Thursday, October 30, 2008

What's the problem?

People have some pretty strong thoughts on placebos; CNN implies this morning that the action of knowingly prescribing a placebo is "awful" and "deceptive."

But is it really that bad? You have to consider the following situation: Let's consider all previous ailments you had in the past that no longer afflict you (so as not to change the placebo mindset and possible effectiveness of any current medication you are taking) in which you were prescribed medication. If you were told today that every single medication you were prescribed was a placebo, how could you be upset, strictly concerning the medication's efficacy towards your condition? I suppose if you felt that the medicine didn't do anything to help your condition you could have an issue-- but the usual response is not to sit and complain about the ineffective medicine, it's to go back to the doctor and get something else that works. And if that was placebo #2 instead of placebo #1...again, can you really have a complaint?
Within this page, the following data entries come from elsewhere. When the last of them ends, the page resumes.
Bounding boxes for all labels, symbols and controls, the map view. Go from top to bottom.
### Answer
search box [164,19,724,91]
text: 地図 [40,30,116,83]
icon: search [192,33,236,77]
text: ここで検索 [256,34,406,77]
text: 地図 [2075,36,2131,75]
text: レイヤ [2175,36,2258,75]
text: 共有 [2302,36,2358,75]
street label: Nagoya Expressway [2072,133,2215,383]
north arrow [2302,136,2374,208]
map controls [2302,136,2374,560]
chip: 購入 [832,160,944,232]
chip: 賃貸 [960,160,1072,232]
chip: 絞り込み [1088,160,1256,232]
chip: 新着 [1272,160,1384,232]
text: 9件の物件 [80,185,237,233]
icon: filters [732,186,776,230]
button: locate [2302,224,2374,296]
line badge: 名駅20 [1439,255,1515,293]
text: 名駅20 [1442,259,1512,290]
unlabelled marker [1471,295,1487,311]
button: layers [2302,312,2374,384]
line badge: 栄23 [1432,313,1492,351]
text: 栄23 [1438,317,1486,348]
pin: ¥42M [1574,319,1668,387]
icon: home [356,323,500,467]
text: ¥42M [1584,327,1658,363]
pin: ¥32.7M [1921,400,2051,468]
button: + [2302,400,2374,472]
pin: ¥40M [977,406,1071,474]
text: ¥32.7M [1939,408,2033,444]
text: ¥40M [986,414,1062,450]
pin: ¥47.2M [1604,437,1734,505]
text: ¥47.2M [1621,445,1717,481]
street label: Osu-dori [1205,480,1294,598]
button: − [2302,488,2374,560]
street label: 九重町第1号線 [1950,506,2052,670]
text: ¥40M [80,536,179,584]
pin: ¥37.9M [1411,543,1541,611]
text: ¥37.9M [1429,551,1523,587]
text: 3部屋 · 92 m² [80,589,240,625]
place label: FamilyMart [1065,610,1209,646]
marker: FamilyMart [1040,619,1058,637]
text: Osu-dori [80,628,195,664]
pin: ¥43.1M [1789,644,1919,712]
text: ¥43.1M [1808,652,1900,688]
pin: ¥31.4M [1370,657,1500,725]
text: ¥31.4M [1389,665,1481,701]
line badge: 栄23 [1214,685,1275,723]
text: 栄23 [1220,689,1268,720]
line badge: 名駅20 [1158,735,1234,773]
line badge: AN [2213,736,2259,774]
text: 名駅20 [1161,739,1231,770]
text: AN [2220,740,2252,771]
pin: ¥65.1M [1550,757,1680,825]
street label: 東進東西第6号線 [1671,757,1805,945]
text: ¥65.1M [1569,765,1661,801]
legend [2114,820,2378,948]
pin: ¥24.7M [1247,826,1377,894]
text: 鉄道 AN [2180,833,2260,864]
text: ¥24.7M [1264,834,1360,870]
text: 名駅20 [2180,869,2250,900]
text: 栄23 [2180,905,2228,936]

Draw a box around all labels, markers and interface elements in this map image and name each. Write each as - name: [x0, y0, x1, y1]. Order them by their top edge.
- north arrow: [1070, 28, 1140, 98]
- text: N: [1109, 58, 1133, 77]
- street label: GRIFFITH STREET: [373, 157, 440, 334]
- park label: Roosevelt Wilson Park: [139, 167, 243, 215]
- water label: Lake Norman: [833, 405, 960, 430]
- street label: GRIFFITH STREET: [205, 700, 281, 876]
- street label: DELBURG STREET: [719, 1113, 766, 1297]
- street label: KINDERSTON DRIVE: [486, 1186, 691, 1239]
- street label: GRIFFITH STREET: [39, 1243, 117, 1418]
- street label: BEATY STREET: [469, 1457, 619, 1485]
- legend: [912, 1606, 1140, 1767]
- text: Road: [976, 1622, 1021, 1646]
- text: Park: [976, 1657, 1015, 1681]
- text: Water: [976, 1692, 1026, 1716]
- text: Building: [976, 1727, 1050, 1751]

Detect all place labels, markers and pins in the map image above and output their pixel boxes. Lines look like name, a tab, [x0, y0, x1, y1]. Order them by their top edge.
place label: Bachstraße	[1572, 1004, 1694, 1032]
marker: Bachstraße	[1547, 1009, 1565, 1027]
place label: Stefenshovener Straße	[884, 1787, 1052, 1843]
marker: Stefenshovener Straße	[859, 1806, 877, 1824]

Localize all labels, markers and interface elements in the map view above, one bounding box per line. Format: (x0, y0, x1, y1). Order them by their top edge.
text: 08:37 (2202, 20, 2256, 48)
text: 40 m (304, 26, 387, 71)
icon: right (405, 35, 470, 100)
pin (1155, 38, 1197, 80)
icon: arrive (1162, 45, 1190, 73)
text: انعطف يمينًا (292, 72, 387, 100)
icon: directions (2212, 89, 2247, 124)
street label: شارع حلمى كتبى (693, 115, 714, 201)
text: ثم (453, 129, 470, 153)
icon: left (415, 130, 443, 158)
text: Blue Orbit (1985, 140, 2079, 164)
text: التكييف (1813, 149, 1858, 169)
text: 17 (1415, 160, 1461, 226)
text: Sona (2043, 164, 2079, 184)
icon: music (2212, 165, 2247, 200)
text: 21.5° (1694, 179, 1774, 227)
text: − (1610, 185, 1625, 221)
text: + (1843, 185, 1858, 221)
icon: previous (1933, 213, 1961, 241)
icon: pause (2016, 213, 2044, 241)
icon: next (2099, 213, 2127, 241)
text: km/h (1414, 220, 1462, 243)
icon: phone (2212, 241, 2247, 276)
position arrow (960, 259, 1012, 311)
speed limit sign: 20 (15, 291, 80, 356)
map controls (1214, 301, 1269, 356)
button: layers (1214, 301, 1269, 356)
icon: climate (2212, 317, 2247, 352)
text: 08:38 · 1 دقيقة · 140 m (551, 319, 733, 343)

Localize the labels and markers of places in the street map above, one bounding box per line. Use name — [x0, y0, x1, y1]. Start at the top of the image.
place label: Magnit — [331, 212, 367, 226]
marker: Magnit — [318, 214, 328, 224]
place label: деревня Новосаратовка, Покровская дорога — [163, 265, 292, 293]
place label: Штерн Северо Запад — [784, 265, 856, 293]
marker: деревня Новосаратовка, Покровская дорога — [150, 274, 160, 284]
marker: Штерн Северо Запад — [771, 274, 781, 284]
FDA regulations require that new medicines, in general, outperform a placebo. So, if medicine X has a 10% success rate, yet a placebo also has a 10% success rate, that medicine can not go to market. Obviously, why prevent a medicine with a positive success rate from going to market, but in addition-- if a placebo has a 10% success rate, why not sell the placebo!?

In an unregulated medicine market, those companies and those medicines that rely on placebo effects will be weeded out should that effect wane.